(Saved entries)

◆ ◆ ◆ ◆ ◆

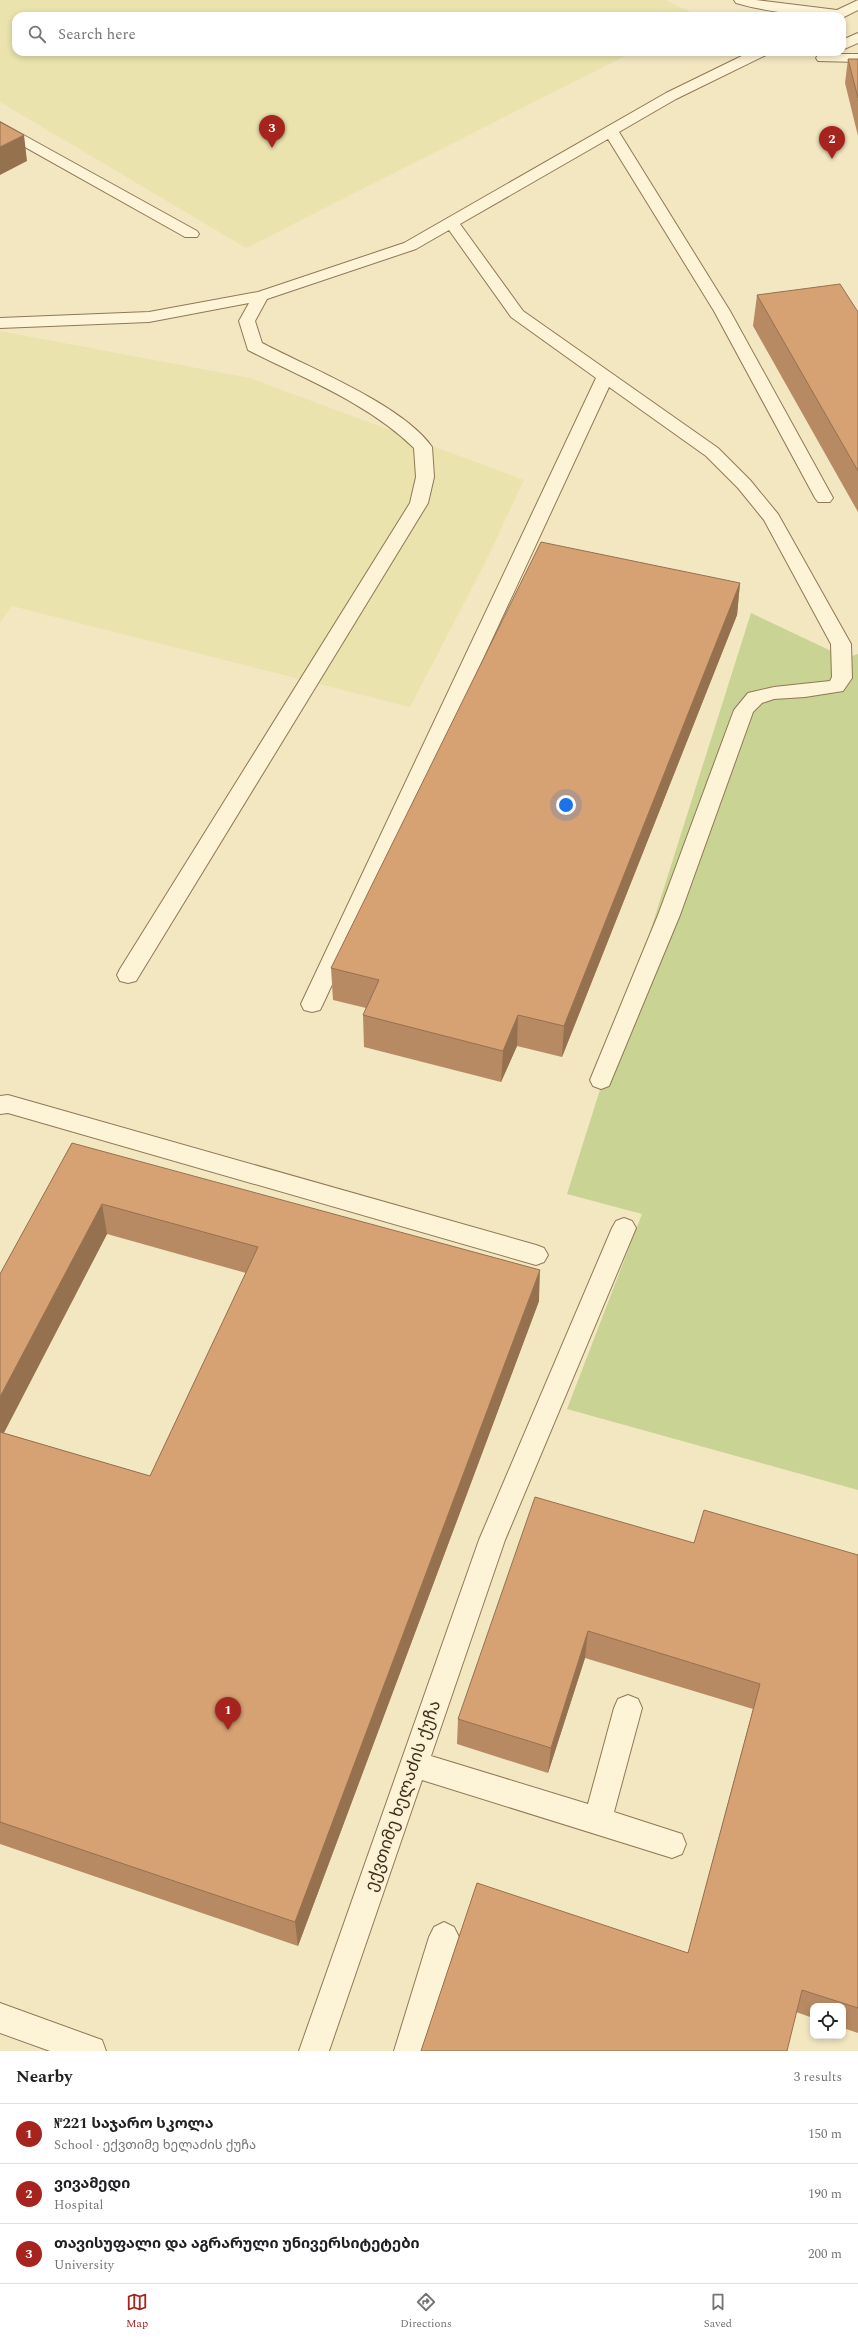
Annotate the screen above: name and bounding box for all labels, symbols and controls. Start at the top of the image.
search box [12,12,846,56]
icon: search [26,23,48,45]
text: Search here [58,23,136,46]
pin: 3 [259,115,285,148]
pin: 2 [819,126,845,159]
your location [556,795,576,815]
pin: 1 [215,1697,241,1730]
street label: ექვთიმე ხელაძის ქუჩა [358,1697,448,1895]
map controls [810,2003,846,2039]
button: locate [810,2003,846,2039]
text: Nearby [16,2064,72,2090]
text: 3 results [794,2067,842,2087]
text: №221 საჯარო სკოლა [54,2112,214,2135]
text: 1 [25,2124,33,2144]
text: 150 m [808,2124,842,2144]
text: School · ექვთიმე ხელაძის ქუჩა [54,2135,256,2155]
text: ვივამედი [54,2172,130,2195]
text: 2 [25,2184,33,2204]
text: 190 m [808,2184,842,2204]
text: Hospital [54,2195,103,2215]
text: თავისუფალი და აგრარული უნივერსიტეტები [54,2232,420,2255]
text: 3 [25,2244,33,2264]
text: 200 m [808,2244,842,2264]
text: University [54,2255,114,2275]
tab: Map [126,2291,148,2332]
tab: Directions [400,2291,452,2332]
tab: Saved [704,2291,732,2332]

◆ ◆ ◆ ◆ ◆

> [Aim of the task]: Without carrying over any pictures, retype the records above exactly.

> [Answer box]:
Annotate the screen above: name and bounding box for all labels, symbols and controls. Start at the top of the image.
search box [12,12,846,56]
icon: search [26,23,48,45]
text: Search here [58,23,136,46]
pin: 3 [259,115,285,148]
pin: 2 [819,126,845,159]
your location [556,795,576,815]
pin: 1 [215,1697,241,1730]
street label: ექვთიმე ხელაძის ქუჩა [358,1697,448,1895]
map controls [810,2003,846,2039]
button: locate [810,2003,846,2039]
text: Nearby [16,2064,72,2090]
text: 3 results [794,2067,842,2087]
text: №221 საჯარო სკოლა [54,2112,214,2135]
text: 1 [25,2124,33,2144]
text: 150 m [808,2124,842,2144]
text: School · ექვთიმე ხელაძის ქუჩა [54,2135,256,2155]
text: ვივამედი [54,2172,130,2195]
text: 2 [25,2184,33,2204]
text: 190 m [808,2184,842,2204]
text: Hospital [54,2195,103,2215]
text: თავისუფალი და აგრარული უნივერსიტეტები [54,2232,420,2255]
text: 3 [25,2244,33,2264]
text: 200 m [808,2244,842,2264]
text: University [54,2255,114,2275]
tab: Map [126,2291,148,2332]
tab: Directions [400,2291,452,2332]
tab: Saved [704,2291,732,2332]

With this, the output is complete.